La Corte di Cassazione, lette le argomentazioni di tutte le parti coinvolte, ha ritenuto che la questione debba essere rimessa alla Corte Costituzionale perché decida della legittimità costituzionale degli articoli 12, comma 6, della legge 40/2004, 18 del d.p.r. 396/2000 e 64, comma 1, lett. g, della legge 218/95 ‘nella parte in cui non consentono, secondo l’interpretazione attuale del diritto vivente, che possa essere riconosciuto e dichiarato esecutivo, per contrasto con l’ordine pubblico, il provvedimento giudiziario straniero relativo all’inserimento nell’atto di stato civile di un minore procreato con le modalità della ‘gestazione per altri’ del cosiddetto genitore d’intenzione non biologico’.
Sulla questione si è recentemente pronunciata la Corte di Cassazione, Sezioni Unite, con la sentenza n. 12193/2019: ‘il riconoscimento dell’efficacia di un provvedimento giurisdizionale straniero, con il quale sia stato accertato il rapporto di filiazione tra un minore nato all’estero mediante il ricorso alla maternità surrogata e il genitore d’intenzione, nella specie cittadino italiano, trova ostacolo nel divieto di surrogazione di maternità, previsto dall’art. 12, comma 6, della L. n. 40 del 2004, qualificabile come principio di ordine pubblico, in quanto posto a tutela di valori fondamentali, quali la dignità della donna e l’istituto dell’adozione.’
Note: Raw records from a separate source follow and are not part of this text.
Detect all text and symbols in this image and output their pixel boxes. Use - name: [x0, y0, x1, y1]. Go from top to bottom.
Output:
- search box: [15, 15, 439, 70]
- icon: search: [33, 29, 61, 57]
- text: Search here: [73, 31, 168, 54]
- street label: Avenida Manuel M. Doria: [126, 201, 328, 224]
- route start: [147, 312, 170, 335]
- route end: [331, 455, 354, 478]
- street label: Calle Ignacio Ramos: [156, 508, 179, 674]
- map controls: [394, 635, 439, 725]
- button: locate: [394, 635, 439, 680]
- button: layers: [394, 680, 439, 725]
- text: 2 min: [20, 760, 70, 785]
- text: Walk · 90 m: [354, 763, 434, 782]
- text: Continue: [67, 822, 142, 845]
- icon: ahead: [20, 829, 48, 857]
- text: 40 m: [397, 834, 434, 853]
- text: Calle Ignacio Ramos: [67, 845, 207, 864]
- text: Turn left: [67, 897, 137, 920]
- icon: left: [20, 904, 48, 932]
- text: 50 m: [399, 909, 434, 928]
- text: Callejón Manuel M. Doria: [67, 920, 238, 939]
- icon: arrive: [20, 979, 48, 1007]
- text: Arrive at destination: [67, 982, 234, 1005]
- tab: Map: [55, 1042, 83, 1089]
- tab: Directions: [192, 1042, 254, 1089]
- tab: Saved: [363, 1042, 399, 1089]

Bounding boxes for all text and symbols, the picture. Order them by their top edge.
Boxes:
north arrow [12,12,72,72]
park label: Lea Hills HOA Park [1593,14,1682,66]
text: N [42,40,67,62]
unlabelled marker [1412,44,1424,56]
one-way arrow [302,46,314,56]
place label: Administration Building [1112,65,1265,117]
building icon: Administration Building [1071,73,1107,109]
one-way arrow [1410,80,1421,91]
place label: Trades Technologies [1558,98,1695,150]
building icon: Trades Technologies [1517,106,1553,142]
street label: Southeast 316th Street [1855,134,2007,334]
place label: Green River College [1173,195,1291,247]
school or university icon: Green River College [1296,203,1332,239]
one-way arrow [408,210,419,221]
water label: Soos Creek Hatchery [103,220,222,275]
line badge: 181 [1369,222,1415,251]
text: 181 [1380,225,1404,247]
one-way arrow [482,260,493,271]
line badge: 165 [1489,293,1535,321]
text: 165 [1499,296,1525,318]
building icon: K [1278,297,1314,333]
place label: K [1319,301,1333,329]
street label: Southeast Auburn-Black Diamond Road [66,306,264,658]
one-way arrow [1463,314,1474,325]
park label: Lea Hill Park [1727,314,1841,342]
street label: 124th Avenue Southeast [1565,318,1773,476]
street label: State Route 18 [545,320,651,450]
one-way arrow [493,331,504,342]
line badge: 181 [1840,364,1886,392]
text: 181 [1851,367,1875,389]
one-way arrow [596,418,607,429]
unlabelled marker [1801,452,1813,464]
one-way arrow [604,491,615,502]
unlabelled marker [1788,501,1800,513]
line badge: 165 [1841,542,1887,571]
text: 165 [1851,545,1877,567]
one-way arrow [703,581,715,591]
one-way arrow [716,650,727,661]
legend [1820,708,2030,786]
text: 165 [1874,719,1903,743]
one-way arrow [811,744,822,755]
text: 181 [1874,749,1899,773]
Il divieto penale di ricorrere alla maternità surrogata, ricorda la Corte, ‘mira a sanzionare una pratica che offende in modo intollerabile la dignità umana e fa dunque riferimento a valori superiori e fondanti. Ciò comporta che non può essere trascritto nè riconosciuto in Italia il provvedimento giudiziale straniero che, riconoscendo implicitamente la validità dell’accordo di maternità surrogata attribuisce la paternità (o la maternità) anche al genitore intenzionale che non ha apportato alcun contributo biologico alla procreazione.’
In contrasto con tale pronuncia è il parere consultivo della Grande Camera della Corte Europea dei Diritti dell’Uomo, dalle cui argomentazioni emergono profili di difformità con quanto affermato dalle Sezioni Unite, non superabili alla luce dell’attuale situazione di diritto in Italia.
In particolare, se è legittimo che l’Italia vieti di ricorrere alla maternità surrogata, aspetto che rientra nella discrezionalità del Legislatore, non è però corretta l’adozione di misure che incidano sulle situazioni soggettive del minore che nasce da una maternità surrogata, negandogli diritti inviolabili quali l’identità personale e la sua appartenenza al nucleo famigliare d’origine; diritti che risultano fissati nell’atto di nascita legalmente formato nel Paese in cui il minore è nato.
Secondo la Corte di Cassazione, pertanto, la questione deve essere rimessa all’esame della Corte Costituzionale: il mancato riconoscimento del rapporto di filiazione con il genitore intenzionale da un lato lede gravemente il minore, che resta discriminato nella attribuzione dello status di figlio a seconda delle circostanze della sua nascita, dall’altro non appresta alcuna forma di tutela alla donna che ha condotto la maternità surrogata.
La Corte Costituzionale dovrà decidere se è corretto che nell’atto di nascita del minore nato con maternità surrogata non sia indicato il nome del genitore d’intenzione, cioè quello che non ha un legame biologico con il minore.